Though the libraries’ construction is privately funded, they’re managed by the National Archives and Records Administration, using federal tax dollars.
Last year, it cost the American taxpayer some $75 million to keep them open.
Sure, that’s chump change in a $3.5 trillion federal budget — still, we’re chumps to allow it, given that modern presidential libraries are publicly subsidized propaganda vehicles — garish shrines to the cult of the presidency.
Historian Benjamin Hufbauer, author of “Presidential Temples: How Memorials and Libraries Shape Public Memory,” writes that our presidential libraries “present an ideologically charged narrative that valorizes a presidential life, helping to incorporate it into the nation’s civil religion.”

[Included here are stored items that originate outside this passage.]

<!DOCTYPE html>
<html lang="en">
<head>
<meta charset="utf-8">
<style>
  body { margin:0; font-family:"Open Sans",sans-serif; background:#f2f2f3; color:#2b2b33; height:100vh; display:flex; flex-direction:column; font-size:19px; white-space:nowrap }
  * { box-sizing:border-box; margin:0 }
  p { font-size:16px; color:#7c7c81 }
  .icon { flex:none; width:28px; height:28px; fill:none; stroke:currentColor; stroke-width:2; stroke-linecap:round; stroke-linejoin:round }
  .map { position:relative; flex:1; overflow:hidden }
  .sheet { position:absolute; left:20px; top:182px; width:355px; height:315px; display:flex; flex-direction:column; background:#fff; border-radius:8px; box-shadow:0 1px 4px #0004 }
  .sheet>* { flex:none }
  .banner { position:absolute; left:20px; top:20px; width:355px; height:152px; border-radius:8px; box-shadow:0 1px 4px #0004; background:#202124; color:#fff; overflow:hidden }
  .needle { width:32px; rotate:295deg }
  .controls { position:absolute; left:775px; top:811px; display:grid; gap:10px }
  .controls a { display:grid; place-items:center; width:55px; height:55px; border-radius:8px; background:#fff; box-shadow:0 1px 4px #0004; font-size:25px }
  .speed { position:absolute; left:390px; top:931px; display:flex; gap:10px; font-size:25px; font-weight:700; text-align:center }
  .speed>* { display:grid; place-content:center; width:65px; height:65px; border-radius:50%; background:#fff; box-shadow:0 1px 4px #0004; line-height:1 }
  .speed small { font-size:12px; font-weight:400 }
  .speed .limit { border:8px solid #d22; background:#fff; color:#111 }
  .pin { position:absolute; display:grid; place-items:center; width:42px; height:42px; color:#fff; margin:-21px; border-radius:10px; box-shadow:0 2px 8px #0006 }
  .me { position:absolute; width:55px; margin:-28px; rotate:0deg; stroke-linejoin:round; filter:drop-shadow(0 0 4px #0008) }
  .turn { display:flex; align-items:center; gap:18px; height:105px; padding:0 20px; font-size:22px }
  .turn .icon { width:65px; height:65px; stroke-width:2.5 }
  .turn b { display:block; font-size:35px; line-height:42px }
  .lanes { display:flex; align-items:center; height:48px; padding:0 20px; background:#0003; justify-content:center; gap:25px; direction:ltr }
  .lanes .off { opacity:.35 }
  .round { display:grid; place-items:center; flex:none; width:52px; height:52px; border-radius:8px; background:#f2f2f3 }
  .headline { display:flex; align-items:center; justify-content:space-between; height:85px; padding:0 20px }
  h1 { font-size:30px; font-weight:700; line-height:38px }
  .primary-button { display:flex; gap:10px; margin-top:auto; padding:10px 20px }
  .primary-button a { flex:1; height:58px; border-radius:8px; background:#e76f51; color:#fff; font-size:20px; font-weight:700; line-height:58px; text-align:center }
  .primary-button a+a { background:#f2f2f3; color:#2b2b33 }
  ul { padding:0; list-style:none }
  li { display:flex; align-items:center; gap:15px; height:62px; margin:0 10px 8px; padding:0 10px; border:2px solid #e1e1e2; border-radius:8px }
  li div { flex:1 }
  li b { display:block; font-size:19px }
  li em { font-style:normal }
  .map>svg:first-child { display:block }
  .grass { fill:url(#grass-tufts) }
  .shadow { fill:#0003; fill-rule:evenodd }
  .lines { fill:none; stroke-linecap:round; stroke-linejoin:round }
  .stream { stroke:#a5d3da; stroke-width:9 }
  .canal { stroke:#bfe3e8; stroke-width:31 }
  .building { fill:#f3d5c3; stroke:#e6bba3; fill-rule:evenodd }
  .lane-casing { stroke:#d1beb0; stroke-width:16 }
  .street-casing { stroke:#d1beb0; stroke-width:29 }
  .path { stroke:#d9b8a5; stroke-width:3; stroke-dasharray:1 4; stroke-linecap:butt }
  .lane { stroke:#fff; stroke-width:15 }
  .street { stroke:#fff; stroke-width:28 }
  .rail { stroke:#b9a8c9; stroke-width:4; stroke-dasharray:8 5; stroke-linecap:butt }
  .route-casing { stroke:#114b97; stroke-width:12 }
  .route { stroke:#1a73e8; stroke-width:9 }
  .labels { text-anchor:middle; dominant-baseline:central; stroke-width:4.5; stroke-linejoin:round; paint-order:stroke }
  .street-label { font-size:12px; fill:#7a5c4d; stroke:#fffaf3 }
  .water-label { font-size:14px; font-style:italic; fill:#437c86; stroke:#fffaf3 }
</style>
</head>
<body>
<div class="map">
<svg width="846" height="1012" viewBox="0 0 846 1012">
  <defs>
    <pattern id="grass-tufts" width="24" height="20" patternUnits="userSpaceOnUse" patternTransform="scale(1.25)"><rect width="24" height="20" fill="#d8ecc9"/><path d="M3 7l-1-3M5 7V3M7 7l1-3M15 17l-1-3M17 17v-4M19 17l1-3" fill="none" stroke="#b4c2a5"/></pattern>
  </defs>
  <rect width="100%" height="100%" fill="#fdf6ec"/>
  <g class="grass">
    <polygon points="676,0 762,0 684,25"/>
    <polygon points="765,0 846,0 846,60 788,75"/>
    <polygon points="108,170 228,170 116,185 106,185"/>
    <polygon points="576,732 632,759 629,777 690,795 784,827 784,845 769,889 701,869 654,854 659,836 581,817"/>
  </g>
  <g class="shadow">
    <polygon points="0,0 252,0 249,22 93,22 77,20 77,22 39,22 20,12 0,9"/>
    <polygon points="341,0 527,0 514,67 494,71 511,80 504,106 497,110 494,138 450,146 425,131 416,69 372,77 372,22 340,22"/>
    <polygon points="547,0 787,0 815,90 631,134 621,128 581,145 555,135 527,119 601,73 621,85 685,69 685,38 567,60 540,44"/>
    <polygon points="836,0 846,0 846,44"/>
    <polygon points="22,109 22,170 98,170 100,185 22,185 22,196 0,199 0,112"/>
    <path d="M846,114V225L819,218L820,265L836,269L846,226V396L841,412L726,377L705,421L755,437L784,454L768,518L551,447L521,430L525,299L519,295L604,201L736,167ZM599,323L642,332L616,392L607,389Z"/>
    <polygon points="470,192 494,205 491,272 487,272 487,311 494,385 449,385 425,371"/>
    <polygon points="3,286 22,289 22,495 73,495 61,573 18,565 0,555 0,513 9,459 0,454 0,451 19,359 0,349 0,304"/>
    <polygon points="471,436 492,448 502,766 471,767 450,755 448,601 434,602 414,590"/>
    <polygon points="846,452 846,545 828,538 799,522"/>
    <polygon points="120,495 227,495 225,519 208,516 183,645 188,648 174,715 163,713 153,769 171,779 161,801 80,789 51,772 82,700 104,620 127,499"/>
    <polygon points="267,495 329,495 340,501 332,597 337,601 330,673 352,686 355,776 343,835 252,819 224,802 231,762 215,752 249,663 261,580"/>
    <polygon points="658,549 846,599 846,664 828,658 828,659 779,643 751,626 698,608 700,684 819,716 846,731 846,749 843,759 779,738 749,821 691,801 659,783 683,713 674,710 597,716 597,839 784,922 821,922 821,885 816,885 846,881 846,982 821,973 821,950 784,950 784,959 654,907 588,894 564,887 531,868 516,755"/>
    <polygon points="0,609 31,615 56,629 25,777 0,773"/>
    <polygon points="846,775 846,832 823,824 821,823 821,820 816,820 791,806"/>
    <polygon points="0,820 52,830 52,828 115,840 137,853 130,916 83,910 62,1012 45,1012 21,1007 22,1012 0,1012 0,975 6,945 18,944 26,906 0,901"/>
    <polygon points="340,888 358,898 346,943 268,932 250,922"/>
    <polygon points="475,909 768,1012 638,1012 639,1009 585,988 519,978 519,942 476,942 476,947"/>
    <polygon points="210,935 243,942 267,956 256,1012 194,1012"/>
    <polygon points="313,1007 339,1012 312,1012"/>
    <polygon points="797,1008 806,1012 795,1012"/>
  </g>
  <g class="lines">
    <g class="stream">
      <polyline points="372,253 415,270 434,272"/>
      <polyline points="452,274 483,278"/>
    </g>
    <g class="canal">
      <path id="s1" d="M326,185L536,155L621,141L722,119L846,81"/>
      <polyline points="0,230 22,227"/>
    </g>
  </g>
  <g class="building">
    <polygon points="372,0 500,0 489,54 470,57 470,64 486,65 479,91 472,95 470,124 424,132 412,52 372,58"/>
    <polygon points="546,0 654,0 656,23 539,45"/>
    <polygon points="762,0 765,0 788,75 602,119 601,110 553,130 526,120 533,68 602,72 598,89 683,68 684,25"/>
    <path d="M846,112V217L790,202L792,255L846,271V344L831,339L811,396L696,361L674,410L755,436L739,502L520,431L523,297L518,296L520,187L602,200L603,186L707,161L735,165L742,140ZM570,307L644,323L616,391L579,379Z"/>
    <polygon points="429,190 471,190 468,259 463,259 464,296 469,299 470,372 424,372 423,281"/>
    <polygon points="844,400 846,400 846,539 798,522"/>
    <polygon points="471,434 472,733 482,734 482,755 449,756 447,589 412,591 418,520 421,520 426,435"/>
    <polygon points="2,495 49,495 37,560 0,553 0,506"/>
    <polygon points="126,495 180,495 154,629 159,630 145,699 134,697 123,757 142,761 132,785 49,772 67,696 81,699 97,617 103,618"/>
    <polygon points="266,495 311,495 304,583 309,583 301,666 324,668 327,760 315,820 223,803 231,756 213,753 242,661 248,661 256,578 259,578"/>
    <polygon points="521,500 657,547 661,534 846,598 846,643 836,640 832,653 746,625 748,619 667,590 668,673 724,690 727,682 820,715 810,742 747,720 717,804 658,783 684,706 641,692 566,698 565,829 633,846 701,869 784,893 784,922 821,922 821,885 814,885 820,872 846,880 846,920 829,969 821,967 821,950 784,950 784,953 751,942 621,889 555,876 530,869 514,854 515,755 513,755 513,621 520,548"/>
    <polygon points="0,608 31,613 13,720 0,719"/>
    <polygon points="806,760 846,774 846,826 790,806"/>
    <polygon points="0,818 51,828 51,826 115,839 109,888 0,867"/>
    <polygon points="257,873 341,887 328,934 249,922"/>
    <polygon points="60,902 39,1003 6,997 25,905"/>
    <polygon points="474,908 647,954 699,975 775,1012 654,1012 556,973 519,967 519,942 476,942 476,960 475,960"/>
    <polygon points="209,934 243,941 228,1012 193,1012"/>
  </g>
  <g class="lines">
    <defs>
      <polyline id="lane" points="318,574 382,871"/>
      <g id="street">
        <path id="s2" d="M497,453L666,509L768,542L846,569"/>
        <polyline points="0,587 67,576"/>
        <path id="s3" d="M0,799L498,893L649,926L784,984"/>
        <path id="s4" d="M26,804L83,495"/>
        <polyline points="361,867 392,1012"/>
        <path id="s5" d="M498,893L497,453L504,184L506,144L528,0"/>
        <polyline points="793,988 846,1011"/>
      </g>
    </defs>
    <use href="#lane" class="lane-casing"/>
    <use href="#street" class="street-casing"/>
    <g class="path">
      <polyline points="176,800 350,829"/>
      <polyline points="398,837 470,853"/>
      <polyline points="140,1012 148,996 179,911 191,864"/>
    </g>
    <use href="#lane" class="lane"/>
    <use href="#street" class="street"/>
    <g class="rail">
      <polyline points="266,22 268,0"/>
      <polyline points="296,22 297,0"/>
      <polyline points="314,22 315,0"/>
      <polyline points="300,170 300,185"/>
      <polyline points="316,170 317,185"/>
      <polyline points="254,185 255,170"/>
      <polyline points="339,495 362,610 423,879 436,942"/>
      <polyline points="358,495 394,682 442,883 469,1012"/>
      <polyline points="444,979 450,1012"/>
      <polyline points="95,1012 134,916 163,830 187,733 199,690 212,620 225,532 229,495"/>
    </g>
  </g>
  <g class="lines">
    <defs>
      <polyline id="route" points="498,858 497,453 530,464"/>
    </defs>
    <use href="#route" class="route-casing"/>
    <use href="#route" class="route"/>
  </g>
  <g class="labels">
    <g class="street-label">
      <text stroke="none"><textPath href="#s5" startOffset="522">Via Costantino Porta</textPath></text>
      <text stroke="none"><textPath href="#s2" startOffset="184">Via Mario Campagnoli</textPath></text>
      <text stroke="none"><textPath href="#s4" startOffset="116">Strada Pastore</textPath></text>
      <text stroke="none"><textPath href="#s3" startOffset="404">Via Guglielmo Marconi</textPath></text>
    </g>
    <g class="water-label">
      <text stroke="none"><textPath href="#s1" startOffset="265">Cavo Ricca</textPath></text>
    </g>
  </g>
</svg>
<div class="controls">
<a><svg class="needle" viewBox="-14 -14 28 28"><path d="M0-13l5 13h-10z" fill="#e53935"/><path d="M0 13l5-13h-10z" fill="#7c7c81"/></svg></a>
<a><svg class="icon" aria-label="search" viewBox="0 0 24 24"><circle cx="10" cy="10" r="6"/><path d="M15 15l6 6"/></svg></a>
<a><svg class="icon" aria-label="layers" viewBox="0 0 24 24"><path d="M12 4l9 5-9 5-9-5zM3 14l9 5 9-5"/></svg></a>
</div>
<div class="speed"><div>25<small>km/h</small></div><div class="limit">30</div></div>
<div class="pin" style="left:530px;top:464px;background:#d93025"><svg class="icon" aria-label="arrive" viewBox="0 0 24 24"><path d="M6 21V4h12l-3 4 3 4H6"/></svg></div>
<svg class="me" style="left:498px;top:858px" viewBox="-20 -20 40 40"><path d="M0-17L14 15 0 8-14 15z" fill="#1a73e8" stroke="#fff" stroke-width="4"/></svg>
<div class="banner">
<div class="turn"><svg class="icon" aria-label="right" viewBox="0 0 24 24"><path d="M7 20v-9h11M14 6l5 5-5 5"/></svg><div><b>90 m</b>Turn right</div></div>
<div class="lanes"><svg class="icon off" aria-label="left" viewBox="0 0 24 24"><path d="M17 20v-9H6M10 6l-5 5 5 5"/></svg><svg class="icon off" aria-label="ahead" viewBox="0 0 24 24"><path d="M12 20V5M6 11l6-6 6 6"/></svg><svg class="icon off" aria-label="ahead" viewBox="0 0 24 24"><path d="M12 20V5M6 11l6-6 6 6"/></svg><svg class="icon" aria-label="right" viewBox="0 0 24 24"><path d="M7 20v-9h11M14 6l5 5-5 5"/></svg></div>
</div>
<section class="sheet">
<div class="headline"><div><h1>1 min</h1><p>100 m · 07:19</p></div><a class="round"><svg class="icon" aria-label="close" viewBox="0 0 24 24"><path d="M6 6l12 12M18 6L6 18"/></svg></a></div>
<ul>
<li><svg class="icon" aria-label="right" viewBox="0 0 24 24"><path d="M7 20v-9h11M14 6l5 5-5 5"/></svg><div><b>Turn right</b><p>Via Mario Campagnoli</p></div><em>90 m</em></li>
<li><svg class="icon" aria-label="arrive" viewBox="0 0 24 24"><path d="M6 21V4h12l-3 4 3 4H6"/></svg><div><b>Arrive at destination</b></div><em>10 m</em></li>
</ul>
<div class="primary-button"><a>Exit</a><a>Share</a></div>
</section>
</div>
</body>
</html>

In the newer libraries, exhibits “often amount to little more than extended campaign commercials in museum form, because the former president and his supporters essentially control the content.”
Thus, Hufbauer notes, the Reagan Library omits any discussion of the Iran-Contra scandal, and the JFK Library “does not address in detail JFK’s numerous health problems and extramarital affairs, even though they have been thoroughly documented” — a tactful way of describing our pill-popping satyr of a 35th president.
The Presidential Records Act of 1978 gives the federal government ownership of the records each president creates in office, and those archives are an invaluable resource for historians. But to maintain them, argues scholar Richard J. Cox in “America’s Pyramids: Presidents and Their Libraries,” we don’t need “a library for each president, each armed with its own archivists and museum curators and scattered about the country.”
Instead, Cox proposes a single repository, run by the National Archives in D.C., separate from any propaganda exhibits that presidents and their supporters decide to fund privately: “Establishing a different kind of Presidential Archives will end the ‘cult of personality’ that seems to be in place with the current Presidential Library system.”
If our ex-presidents want whitewashed shrines to their legacies, they should run them without taxpayer help. As it happens, our recent presidents have mainly left us a patrimony of mounting debt, intrusive government, and permanent war.
If you seek their monument, look around you.